Et si la survie n'était pas la seule solution?

Lise Muscat

19 déc. 2021

Deux extraits qui vous feront découvrir le besoin de liberté dans un monde où la cruauté et l'intolérance des hommes a transformé la sécurité en prison.

Aujourd'hui je vous propose deux extraits du livre II de mon roman
SOLEIL BLANC
Cette fois, ils vous feront découvrir le besoin de liberté dans un monde où la cruauté et l'intolérance des hommes a transformé la sécurité en prison.


Extrait 1


" - Merci à vous d’être ici ce soir en dépit des risques, commença-t-il. La même soif de liberté nous réunit et nous pousse à nous écouter et à nous comprendre.

Pangée est une République qui ne nous apportera rien d’autre que de la souffrance, puisque nous n’adhérons pas à ses principes totalitaires et à son absence d’équité et de tolérance.

Beaucoup d’entre vous sont des oubliés ou des exclus, pour des opinions ou des différences. D’autres sont des incompris, des révoltés, ou simplement des malheureux. Mais nous avons tous le même rêve.

Nous venons d’horizons différents, et nos naissances nous séparent depuis toujours.
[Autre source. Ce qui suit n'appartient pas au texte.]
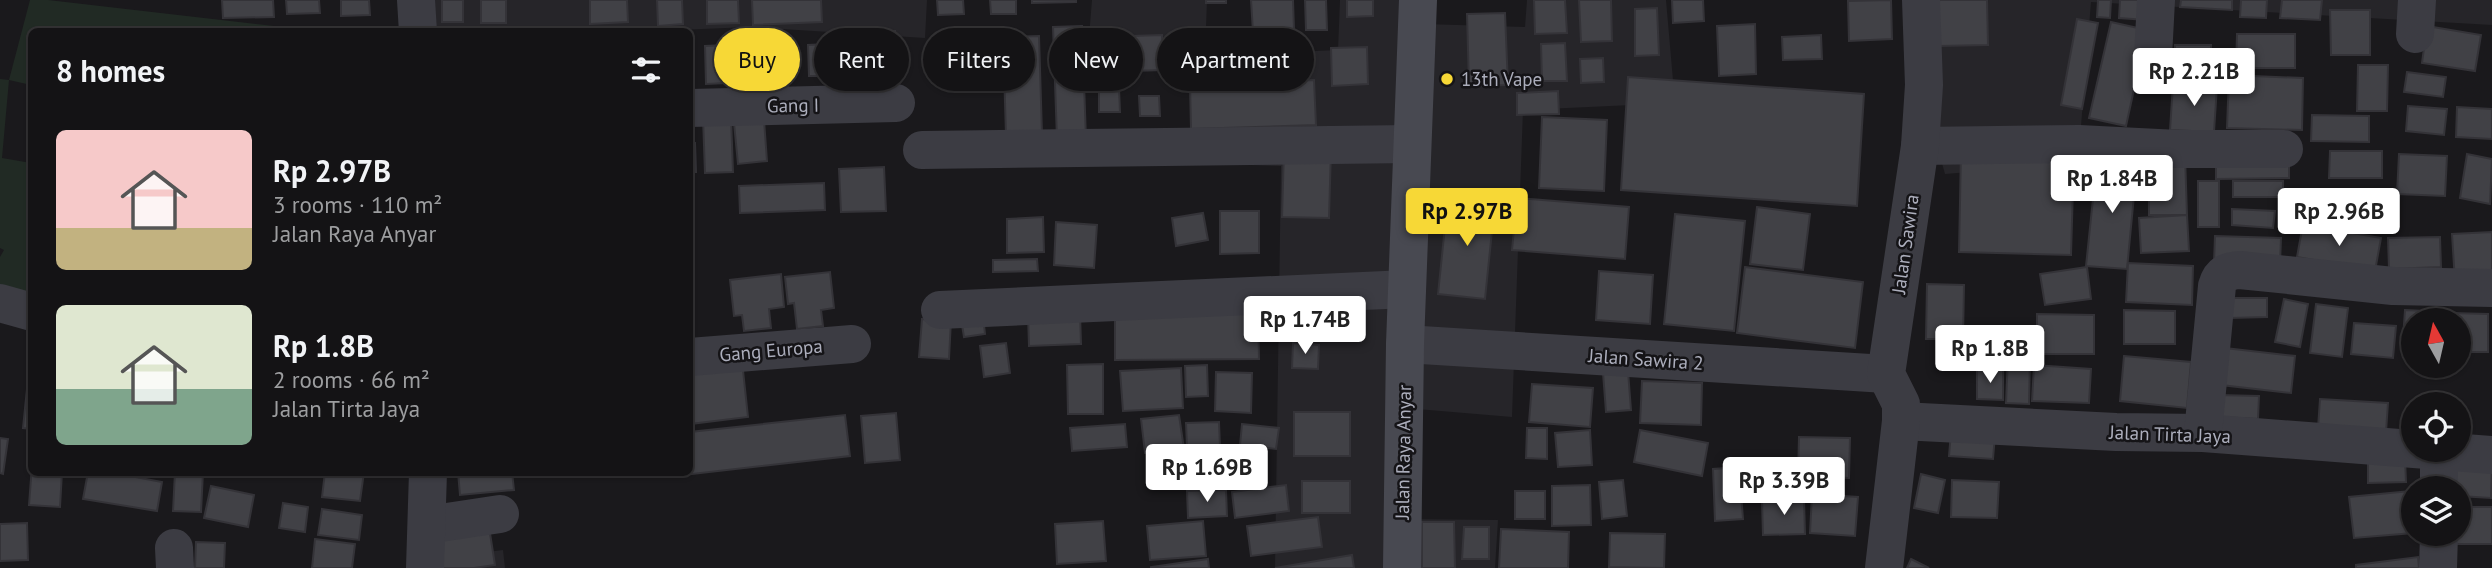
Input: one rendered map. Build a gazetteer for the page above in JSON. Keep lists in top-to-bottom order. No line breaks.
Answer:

Pourtant, nous avons réussi à nous retrouver, parce que c’est simplement inacceptable.

Je viens d’un District où la vie est difficile pour ceux qui travaillent. La misère et la faim sont le quotidien des paysans qui nourrissent une élite oisive.

Charlotte Lombard est née ici à la Capitale, mais en tant que femme, elle a été victime de violences dont elle n’a jamais pu se défendre car elle n’a juridiquement aucun droit, comme beaucoup d’entre vous.

Jean Zola est né, à Elysium, au-delà de la frontière, celle qui vous fait si peur mais où les hommes ne sont ni agressifs ni dangereux.

Pangée s’est bâtie sur la terreur et sur la différence, afin de nous séparer pour nous empêcher de nous entendre.

Nous pouvons dépasser ces clivages ridicules et inutiles, et nous unir pour tout recommencer.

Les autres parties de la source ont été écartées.